I love the idea that there are communities within communities within communities here. The city is a bit of a behemoth which tends to isolate a lot of people. So, could I be sitting in traffic next to a vampire or buying a cup of coffee from an angel? I hope so. Sometimes, I think the best fiction presents an equally plausible, but more interesting alternative to reality. I mean, you have to do something while waiting in traffic
2. You had to love LA to do this, do you live there?
The funny thing is, before writing this book I would have never claimed to love L.A. Probably the opposite. But after writing this book and living here for six months, yeah- I love this place. Los Angeles, like everywhere else has it's shortcomings. I feel like writing this book helped me love the city for those shortcomings. Yes, there is traffic. Yes, there is smog. No, you can't walk everywhere. But if you dig a little deeper you find a city that moves the world at the same time that it's moved by it.
3. You come from a background of having a mother as an author, did you find this to your advantage or disadvantage?
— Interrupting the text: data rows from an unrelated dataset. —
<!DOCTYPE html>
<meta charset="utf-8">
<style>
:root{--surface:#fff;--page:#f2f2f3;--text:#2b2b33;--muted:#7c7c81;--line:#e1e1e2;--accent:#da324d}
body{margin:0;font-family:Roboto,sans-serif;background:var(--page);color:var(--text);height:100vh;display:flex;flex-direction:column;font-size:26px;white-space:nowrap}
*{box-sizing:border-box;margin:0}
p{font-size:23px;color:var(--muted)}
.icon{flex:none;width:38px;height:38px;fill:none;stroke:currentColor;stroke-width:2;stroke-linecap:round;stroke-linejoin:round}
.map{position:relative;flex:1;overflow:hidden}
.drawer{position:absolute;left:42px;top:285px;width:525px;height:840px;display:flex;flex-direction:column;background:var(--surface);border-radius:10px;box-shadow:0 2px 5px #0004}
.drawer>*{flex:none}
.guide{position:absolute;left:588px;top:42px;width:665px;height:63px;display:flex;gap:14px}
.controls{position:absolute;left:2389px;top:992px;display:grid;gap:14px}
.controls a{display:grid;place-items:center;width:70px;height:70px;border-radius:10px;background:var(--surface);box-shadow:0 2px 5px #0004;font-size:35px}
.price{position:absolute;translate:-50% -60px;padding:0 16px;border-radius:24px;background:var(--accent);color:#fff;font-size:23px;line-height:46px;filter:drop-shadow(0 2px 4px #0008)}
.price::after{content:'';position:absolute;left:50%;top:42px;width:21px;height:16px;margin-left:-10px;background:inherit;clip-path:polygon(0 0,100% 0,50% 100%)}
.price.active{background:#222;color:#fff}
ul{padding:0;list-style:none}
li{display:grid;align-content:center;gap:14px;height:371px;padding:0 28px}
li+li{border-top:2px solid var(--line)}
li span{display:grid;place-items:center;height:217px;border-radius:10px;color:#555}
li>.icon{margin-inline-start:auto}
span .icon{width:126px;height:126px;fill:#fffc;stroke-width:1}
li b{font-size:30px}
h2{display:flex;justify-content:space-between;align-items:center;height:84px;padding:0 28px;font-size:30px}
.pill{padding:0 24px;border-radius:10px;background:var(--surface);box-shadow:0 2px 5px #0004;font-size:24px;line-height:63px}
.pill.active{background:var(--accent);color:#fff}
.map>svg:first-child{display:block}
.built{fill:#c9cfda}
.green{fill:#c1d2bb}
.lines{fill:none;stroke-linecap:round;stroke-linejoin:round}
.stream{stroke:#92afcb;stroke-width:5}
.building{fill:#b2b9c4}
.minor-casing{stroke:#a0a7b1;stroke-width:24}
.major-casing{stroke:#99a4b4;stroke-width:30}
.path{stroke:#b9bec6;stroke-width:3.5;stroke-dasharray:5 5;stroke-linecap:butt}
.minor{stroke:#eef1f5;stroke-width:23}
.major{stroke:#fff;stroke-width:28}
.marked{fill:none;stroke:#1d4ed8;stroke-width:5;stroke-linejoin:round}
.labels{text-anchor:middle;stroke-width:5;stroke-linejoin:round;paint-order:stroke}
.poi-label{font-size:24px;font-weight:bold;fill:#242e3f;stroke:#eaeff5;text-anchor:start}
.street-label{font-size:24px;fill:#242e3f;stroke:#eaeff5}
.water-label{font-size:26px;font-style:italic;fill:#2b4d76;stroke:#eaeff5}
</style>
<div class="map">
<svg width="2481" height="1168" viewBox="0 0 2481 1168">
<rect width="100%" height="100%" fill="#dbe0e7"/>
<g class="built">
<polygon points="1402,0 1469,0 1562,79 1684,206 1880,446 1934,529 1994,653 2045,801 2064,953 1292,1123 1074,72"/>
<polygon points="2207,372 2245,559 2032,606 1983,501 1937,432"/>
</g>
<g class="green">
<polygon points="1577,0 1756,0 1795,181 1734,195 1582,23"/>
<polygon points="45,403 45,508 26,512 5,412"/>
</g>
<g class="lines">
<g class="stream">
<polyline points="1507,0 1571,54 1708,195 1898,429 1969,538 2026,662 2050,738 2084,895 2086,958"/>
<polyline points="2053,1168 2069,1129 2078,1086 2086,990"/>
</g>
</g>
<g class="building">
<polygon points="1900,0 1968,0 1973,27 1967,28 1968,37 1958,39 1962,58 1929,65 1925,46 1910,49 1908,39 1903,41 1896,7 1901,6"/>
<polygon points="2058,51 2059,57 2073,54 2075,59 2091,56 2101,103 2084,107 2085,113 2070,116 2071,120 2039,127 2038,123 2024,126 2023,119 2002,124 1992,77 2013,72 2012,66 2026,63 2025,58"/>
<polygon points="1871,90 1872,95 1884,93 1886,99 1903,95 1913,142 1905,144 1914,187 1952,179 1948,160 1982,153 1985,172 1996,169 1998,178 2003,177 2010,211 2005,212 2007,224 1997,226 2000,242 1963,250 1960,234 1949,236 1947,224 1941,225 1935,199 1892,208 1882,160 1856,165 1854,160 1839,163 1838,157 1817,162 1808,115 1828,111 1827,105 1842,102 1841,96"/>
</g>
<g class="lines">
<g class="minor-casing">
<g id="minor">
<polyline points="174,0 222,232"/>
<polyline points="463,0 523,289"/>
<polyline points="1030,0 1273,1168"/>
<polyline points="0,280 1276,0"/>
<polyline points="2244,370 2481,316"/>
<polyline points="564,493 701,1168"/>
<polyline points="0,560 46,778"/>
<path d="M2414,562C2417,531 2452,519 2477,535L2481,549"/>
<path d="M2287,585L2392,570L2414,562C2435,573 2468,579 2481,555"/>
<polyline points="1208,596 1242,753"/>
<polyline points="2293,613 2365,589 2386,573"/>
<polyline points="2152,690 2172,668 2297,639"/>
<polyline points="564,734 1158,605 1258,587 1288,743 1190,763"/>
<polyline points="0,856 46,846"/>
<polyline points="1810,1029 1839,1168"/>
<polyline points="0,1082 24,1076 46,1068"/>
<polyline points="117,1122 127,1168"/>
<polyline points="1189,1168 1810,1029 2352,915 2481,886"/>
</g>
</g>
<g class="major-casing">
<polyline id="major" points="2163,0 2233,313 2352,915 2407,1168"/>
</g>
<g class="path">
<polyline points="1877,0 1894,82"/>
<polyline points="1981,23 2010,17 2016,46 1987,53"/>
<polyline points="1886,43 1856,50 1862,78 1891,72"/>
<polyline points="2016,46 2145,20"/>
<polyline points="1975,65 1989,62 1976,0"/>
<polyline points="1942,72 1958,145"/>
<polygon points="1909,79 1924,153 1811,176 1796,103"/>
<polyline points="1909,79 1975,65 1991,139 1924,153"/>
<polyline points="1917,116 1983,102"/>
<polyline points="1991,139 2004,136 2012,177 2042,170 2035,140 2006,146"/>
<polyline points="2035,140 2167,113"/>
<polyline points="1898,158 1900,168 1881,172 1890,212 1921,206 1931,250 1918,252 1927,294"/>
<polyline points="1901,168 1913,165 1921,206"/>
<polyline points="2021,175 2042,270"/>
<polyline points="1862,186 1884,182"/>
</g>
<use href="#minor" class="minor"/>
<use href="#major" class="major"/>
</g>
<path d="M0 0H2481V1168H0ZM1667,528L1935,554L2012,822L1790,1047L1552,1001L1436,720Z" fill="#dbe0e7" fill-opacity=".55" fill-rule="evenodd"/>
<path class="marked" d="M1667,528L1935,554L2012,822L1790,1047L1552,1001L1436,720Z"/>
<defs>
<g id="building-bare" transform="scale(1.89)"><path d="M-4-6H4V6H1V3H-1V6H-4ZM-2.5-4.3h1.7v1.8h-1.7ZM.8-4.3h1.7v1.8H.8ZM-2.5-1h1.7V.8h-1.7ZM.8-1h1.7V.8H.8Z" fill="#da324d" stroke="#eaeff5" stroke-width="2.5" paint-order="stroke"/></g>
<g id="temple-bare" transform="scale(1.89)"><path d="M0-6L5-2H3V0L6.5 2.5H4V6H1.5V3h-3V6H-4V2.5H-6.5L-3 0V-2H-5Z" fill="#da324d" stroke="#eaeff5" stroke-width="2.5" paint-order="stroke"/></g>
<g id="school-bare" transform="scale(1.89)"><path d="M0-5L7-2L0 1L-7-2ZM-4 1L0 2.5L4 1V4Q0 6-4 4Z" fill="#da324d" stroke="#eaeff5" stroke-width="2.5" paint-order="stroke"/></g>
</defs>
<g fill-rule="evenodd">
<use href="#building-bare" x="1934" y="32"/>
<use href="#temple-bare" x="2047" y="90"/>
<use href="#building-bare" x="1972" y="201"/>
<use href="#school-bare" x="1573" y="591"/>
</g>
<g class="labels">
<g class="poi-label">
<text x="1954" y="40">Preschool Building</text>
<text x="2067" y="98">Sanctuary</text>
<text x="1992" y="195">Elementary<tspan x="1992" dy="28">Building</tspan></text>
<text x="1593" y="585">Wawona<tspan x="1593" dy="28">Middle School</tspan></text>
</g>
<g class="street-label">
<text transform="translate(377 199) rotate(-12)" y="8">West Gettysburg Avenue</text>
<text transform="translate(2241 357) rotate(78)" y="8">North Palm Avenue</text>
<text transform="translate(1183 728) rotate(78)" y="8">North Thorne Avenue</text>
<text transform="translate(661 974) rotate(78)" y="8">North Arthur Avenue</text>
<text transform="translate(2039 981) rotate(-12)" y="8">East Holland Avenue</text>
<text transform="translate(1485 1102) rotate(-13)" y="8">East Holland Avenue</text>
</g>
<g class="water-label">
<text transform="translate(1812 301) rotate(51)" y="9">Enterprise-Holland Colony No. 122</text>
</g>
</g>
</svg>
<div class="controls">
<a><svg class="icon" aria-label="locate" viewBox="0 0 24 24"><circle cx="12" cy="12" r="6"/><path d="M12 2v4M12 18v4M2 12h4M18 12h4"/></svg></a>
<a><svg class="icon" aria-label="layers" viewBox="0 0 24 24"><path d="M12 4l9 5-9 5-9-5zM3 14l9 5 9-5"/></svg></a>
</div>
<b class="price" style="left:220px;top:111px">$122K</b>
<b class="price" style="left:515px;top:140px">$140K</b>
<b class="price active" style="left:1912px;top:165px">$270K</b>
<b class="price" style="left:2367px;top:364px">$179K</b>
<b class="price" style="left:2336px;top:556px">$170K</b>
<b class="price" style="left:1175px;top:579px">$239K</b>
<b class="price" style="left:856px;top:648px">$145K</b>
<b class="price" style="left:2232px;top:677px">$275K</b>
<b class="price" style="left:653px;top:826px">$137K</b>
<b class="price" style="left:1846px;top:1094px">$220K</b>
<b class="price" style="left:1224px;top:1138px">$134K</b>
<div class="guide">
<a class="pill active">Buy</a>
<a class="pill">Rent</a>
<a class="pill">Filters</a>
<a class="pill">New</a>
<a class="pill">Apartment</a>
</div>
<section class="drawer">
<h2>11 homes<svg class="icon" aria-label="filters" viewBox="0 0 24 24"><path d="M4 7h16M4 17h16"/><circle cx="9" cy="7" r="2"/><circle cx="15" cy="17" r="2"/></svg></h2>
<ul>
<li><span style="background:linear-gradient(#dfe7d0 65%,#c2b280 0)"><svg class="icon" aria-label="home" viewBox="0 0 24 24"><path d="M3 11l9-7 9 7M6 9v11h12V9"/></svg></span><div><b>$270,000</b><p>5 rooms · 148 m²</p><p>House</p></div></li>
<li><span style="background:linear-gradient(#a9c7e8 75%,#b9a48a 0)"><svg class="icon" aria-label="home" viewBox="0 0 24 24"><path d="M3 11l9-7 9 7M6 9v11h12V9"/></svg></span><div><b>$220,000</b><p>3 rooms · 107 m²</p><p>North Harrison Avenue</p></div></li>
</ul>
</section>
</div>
I've been blessed with a pretty incredible family. Of course, my mother is a pretty darn prolific author. She's been writing books for so long that when I was in first grade I just assumed that all mothers were authors. Seeing her sitting at here computer day in and day out is a great lesson in what writing really is. It's sitting and typing. There is very little artistic agony and ecstasy. It's sitting and typing and having the discipline to just sit and type. She has an incredible work ethic and a passion for good stories. It's been an amazing advantage to have her around.
But I couldn't talk about my mother without the rest of my family. Both my father and my older brother Alex have influenced this book incredibly. My Dad is a huge history buff. Were it not for him, I could never have felt confident to write the history sections of the book. My brother is a manager in Hollywood. He has the unique ability to live and work in Hollywood while still being a normal guy. He does things that I could never do. Instead I write fictional accounts of how Satan produces movies.
My family is pretty rad.
4. What’s next in your bag of tricks?
Oof- Big question. I've got a couple of projects forthcoming. I'm working on a play about UFO culture in America, called "Our Crowded Skies." I went out to Area 51 as well as an Alien Abductee conference for research. Super fun.
I'm going to be working on a shorter Sci-fi piece called "SkyCube." This is my first time dipping a toe into Sci-fi but it's a genre I've always loved. Honestly, I'll take robots and space battles over the next Oprah Book Club selection any day of the week. That may just be me, but I'm stoked to give the genre a try.
The big one I'm researching now started out as a short story in Immortal L.A, it's called Farnoosh. It's a magical realism piece about a Persian woman living in West L.A. who escapes the Iranian revolution. She has had a genie for her entire life, and we follow the three wishes she makes as she tries to reconcile her past and her present. No robots will be involved in this book.